Judgement is due this week on the acceptance or rejection of Parkalgar’s ambitious recovery plan for the Autódromo Internacional do Algarve.
The recovery plan presentation in late October highlighted three facts; firstly the plan was heavily biased towards the two main creditors, Banco Comercial Português, and Bemposta with the unsecured creditors being offered 30% against the main creditors’ 100%.
Civil engineering company Bemposta is well known to the management of Parkalgar as the two companies once shared premises in Portimão.
Secondly the plan depends heavily on the sale of the unfinished apartments at the racetrack, which may be an ambitious aim, and lastly, the handling of the recovery plan process has disadvantaged at least four creditors who have written to the court to complain.
These four creditors of Parkalgar, the Autódromo operating company run by Paulo Luis do Carmo Pinheiro, have written to the Portimão Court to reject the terms of the recovery plan that the judge currently is pondering, the way the plan was presented and to allege that the main two creditors should not be allowed to vote.
GP2, Siemens, Deloitte and Prosegur have all sent similar lawyer’s letters to the Court, a summary of the main point follows:
First, the creditors formally reject the recovery plan presented by Parkalgar as according to the recovery plan legislation, any company proposing such a plan must have a good chance of remaining active long enough to carry out the debt repayments agreed.
The second principle of the legislation is that, "throughout the procedure, the parties must act in good faith, in finding a constructive solution that satisfies all involved."
The group of four claims not to have been contacted by Parkalgar’s management during the entire process of negotiation. The only time they were contacted by Parkalgar was on the 25th of October.2012, to be invited to a presentation of the official recovery plan the next day, when a ‘yes’ or ‘no’ vote was called for to adopt, or not to adopt the recovery plan.

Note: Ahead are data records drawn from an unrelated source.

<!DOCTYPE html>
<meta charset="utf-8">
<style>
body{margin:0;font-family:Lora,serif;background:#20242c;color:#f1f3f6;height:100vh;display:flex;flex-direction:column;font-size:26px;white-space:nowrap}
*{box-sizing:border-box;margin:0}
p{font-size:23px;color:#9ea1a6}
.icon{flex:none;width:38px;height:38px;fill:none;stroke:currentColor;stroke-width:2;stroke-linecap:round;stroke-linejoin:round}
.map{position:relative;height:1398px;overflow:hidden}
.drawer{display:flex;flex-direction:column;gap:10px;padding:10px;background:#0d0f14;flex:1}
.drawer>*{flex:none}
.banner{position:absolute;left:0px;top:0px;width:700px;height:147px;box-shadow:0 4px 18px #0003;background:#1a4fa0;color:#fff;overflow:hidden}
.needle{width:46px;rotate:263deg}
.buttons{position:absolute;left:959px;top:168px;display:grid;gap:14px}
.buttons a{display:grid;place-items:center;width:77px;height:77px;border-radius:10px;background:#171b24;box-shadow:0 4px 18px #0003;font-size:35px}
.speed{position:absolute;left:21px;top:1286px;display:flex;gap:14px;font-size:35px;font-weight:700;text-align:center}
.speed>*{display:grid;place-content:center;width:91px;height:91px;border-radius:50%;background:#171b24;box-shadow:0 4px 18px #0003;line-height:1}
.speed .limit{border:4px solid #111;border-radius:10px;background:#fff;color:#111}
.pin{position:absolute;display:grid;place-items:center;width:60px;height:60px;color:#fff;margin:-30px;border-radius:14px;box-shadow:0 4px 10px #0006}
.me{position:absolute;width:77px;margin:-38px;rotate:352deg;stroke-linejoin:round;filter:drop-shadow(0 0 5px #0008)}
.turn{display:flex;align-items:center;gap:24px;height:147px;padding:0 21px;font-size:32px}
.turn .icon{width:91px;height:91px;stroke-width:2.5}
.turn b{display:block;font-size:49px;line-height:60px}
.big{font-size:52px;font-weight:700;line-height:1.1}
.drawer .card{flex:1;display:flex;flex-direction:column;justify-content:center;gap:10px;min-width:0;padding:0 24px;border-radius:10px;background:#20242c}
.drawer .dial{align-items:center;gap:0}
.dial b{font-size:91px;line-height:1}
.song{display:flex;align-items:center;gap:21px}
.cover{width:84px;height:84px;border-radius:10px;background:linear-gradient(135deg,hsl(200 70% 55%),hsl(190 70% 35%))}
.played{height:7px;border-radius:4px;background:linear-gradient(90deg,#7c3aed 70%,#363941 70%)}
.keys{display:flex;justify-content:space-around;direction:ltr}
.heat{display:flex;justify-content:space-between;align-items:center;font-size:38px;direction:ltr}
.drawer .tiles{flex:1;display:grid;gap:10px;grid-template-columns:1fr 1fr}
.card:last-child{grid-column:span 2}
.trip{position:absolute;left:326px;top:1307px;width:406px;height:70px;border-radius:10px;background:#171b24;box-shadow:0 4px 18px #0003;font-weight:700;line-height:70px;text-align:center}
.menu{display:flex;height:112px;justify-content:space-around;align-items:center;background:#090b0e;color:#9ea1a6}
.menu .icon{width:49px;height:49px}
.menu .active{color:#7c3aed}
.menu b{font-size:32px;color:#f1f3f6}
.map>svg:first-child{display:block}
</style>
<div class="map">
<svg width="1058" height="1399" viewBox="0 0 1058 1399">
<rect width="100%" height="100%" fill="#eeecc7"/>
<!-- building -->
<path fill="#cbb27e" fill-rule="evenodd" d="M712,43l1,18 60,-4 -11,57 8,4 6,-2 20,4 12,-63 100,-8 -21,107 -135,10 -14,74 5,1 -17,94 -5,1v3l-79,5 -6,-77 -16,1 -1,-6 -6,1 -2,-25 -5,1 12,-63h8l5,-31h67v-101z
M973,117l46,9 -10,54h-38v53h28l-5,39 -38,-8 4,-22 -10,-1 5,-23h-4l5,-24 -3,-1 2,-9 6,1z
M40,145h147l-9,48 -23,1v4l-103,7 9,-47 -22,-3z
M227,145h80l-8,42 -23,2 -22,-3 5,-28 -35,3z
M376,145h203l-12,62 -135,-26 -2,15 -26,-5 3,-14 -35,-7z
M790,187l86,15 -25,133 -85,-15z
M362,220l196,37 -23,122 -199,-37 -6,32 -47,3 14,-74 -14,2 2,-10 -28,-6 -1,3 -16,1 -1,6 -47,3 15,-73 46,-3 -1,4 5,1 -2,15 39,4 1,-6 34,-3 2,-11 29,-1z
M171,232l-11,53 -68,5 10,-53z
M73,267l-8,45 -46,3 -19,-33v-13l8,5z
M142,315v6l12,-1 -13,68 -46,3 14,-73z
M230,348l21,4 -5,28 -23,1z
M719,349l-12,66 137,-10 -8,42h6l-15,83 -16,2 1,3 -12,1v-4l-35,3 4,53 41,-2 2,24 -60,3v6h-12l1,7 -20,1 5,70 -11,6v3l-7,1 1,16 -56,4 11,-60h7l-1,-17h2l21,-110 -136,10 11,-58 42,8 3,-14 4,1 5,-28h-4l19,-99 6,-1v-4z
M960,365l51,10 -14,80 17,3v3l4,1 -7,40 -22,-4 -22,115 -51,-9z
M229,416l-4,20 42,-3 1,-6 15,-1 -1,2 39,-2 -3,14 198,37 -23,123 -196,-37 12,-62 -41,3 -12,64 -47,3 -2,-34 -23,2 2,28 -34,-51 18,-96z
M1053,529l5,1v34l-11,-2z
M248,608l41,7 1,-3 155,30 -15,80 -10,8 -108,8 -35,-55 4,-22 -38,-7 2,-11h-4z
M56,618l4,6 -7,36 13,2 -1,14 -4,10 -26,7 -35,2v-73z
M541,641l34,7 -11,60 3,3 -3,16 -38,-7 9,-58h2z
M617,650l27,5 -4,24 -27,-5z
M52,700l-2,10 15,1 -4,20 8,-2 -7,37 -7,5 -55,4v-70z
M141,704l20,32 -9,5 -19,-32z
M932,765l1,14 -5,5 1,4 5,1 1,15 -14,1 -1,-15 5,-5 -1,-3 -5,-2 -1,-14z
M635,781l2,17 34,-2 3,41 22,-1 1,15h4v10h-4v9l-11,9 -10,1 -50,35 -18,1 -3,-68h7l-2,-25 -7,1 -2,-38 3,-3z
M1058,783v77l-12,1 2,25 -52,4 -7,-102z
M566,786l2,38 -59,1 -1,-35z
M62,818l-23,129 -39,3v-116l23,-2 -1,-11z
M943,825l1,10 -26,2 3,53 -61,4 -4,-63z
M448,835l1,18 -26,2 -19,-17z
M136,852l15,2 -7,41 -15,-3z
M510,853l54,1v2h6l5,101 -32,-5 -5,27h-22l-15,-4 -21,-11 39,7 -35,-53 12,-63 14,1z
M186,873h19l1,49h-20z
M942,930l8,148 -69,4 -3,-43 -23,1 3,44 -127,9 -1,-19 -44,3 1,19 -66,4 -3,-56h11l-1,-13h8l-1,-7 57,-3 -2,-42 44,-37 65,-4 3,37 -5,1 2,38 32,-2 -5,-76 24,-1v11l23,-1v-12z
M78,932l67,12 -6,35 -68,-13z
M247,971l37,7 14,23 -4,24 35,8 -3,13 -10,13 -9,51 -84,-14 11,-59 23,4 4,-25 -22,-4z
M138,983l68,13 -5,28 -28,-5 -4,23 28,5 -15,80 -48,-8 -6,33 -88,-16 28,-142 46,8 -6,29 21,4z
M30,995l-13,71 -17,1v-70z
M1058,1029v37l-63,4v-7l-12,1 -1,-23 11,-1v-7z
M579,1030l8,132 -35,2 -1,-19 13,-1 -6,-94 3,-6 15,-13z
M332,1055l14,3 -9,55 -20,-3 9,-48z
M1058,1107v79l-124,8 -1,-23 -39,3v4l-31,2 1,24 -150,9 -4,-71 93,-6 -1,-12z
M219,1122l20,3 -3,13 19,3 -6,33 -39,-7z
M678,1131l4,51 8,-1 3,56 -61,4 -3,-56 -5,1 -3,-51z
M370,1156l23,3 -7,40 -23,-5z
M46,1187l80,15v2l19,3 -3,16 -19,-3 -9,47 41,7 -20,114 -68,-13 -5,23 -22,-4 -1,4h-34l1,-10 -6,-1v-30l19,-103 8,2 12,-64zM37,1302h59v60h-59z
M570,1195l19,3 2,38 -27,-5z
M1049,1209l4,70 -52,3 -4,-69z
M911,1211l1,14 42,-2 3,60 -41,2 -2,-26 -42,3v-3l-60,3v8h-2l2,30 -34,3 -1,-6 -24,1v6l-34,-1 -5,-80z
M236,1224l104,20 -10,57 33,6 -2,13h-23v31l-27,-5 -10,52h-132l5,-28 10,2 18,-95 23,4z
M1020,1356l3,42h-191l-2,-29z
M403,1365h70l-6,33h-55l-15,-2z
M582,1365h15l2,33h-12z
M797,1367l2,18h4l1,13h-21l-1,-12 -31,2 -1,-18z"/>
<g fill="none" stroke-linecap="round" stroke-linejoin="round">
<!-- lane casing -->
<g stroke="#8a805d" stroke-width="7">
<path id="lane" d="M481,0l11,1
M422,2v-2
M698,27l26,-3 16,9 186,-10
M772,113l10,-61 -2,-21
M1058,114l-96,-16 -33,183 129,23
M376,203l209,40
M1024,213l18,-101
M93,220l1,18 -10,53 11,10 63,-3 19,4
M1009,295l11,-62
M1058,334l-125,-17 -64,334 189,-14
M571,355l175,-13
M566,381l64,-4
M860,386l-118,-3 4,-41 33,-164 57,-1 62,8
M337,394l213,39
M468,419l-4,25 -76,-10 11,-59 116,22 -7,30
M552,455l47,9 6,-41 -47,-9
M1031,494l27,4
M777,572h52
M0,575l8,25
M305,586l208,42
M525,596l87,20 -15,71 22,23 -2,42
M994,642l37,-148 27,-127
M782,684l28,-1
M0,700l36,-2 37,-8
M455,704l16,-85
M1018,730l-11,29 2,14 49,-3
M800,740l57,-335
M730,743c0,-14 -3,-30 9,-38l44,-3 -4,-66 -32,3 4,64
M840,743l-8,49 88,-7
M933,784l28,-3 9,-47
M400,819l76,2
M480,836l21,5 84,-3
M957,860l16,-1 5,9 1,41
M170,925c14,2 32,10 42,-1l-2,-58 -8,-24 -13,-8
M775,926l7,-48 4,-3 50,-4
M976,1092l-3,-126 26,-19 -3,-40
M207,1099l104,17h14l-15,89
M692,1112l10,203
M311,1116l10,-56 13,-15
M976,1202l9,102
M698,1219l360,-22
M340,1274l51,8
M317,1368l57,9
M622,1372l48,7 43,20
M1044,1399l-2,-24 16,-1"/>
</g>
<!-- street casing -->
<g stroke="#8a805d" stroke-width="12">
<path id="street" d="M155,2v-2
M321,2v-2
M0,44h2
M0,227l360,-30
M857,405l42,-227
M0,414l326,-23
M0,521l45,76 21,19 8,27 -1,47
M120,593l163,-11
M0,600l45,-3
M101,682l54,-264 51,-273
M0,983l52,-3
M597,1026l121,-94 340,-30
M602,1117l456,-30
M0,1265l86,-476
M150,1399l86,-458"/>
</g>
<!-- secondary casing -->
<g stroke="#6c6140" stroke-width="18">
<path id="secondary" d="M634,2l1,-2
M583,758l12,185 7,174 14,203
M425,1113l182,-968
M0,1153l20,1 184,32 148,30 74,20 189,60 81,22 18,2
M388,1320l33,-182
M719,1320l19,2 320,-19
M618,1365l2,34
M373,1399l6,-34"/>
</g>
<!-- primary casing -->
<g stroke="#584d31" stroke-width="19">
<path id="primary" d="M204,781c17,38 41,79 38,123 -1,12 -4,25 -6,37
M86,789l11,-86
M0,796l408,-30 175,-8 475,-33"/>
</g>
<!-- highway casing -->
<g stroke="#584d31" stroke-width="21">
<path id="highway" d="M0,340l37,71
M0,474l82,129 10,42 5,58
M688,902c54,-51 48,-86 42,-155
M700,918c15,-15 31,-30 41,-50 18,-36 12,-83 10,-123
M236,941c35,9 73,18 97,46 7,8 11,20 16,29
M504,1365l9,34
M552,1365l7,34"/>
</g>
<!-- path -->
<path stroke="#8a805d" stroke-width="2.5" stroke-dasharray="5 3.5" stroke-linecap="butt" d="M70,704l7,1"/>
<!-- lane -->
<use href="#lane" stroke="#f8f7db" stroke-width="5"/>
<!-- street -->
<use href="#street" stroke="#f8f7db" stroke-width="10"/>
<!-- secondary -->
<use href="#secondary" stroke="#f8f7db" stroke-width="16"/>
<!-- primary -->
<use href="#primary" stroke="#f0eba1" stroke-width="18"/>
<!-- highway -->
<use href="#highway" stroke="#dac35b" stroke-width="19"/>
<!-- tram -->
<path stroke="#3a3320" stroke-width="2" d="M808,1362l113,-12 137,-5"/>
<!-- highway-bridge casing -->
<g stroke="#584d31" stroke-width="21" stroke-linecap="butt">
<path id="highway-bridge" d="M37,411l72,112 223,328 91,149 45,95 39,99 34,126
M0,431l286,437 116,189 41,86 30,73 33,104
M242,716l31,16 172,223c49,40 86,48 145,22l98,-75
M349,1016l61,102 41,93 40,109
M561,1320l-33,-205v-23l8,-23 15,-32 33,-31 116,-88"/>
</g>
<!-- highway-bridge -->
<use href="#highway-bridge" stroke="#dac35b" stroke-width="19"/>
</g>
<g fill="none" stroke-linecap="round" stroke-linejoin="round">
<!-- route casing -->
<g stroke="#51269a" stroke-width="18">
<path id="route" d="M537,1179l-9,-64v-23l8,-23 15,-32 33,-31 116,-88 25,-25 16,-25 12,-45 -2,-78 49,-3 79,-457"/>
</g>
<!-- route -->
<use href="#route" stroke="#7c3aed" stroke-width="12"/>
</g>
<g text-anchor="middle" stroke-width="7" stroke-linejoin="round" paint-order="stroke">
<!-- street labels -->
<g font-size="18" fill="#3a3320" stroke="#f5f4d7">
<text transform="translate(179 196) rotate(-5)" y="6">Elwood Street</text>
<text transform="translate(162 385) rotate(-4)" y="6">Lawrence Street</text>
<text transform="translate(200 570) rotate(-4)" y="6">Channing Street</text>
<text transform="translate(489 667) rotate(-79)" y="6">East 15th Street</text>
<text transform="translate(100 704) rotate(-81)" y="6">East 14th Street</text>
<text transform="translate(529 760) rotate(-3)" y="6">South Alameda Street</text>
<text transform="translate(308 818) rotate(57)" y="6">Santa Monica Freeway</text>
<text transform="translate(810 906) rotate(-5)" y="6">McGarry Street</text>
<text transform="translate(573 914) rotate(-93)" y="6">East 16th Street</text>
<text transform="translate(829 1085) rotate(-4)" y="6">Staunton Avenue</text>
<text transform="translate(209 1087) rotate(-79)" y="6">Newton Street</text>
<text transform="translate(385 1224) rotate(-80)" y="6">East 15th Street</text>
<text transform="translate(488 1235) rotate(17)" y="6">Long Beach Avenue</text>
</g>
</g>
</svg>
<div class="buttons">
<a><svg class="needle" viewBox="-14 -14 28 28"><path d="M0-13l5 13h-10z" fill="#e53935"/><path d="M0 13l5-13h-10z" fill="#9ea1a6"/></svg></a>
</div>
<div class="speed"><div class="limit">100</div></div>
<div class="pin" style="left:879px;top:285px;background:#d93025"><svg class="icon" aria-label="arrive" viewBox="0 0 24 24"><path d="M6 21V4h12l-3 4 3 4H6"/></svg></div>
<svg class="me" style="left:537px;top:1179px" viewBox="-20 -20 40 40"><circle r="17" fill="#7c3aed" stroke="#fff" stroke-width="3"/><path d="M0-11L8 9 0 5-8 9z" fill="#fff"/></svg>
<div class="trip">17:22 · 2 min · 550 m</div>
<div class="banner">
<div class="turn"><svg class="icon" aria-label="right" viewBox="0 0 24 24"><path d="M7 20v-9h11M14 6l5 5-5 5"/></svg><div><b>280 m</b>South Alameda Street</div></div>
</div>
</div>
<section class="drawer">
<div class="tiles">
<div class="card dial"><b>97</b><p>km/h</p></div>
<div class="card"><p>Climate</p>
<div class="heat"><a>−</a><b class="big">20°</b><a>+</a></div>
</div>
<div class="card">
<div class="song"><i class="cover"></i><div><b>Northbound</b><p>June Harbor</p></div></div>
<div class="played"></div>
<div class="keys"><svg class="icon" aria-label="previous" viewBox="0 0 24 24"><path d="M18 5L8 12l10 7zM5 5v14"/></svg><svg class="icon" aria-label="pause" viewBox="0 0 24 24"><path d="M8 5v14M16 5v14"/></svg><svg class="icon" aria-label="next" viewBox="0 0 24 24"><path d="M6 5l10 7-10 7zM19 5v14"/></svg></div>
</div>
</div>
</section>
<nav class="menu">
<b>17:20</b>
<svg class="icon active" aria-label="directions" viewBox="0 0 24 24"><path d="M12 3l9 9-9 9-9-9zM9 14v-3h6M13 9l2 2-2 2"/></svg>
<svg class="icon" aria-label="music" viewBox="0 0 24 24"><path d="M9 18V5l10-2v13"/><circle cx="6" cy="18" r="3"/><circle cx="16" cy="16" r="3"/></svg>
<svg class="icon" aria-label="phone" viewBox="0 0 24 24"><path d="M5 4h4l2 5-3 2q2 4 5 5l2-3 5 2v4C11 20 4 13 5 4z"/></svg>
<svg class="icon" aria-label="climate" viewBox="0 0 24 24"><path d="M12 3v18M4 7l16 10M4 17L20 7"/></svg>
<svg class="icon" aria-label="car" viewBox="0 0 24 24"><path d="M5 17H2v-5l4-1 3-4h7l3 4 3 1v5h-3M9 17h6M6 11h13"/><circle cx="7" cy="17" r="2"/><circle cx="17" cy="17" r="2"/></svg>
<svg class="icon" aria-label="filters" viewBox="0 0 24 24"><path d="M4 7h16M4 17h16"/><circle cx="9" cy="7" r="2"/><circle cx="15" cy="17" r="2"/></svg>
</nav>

A call for a meeting to present the recovery plan is not a negotiation, they claim, a negotiation implies an effective engagement by all parties, not just a choice of two options
The recovery plan presented appears to be a result of negotiations between Parkalgar and its two main creditors, BANCO COMERCIAL PORTUGUÊS, S. A. and BEMPOSTA, S. A. and not a result of any discussion with the many other creditors, including the dozens of unsecured creditors.
This violates the recovery plan rules, especially as any creditor based outside Portugal may have additional difficulty as the process is in Portuguese, a language that the legal representatives of the some creditors may not understand. It is necessary to explain the process to overseas lawyers, and the procedures and steps that need to be taken before any lawyer can make an informed decision and advice their client.
Parkalgar knew this very well and informed negotiation could not take place in the time period it allotted.
There have already been judgements for seizure of assets which Parkalgar’s management has managed to delay with the filing of unfounded counter-claims.
The recovery plan presented by Parkalgar is only really beneficial to the two creditors mentioned above. The bank and Bemposta get 100% of what they are owed and the smaller, unsecured creditors get 30%, if the plan is approved by the court and if planned sales of apartments are achieved.
The solution presented in the recovery plan was only negotiated between Parkalgar, the main bank and Bemposta. With a disregard for the interests and claims of other unsecured creditors the proposal is a plan, tailor-made just for these two creditors.
In fact, it is closer to an insolvency plan, maintaining the activity of the debtor, rather than a recovery plan, since secured creditors are clearly benefitting to the detriment of the unsecured creditors who recover only a tiny part of monies owed over a long time period.
In light of the above, the recovery plan process so far clearly goes against the legislation as no legally defined negotiations have taken place.
From an analysis of the data sheets outlining the claims of the two main creditors, it appears that the monies they are owed, both before and after the recovery plan, are equal, hence the vote on the plan’s viability should not include these two creditors, they are not entitled to vote and the Court should refuse their approval.
It remains to be seen whether these seemingly legitimate allegations will affect the judge’s decision.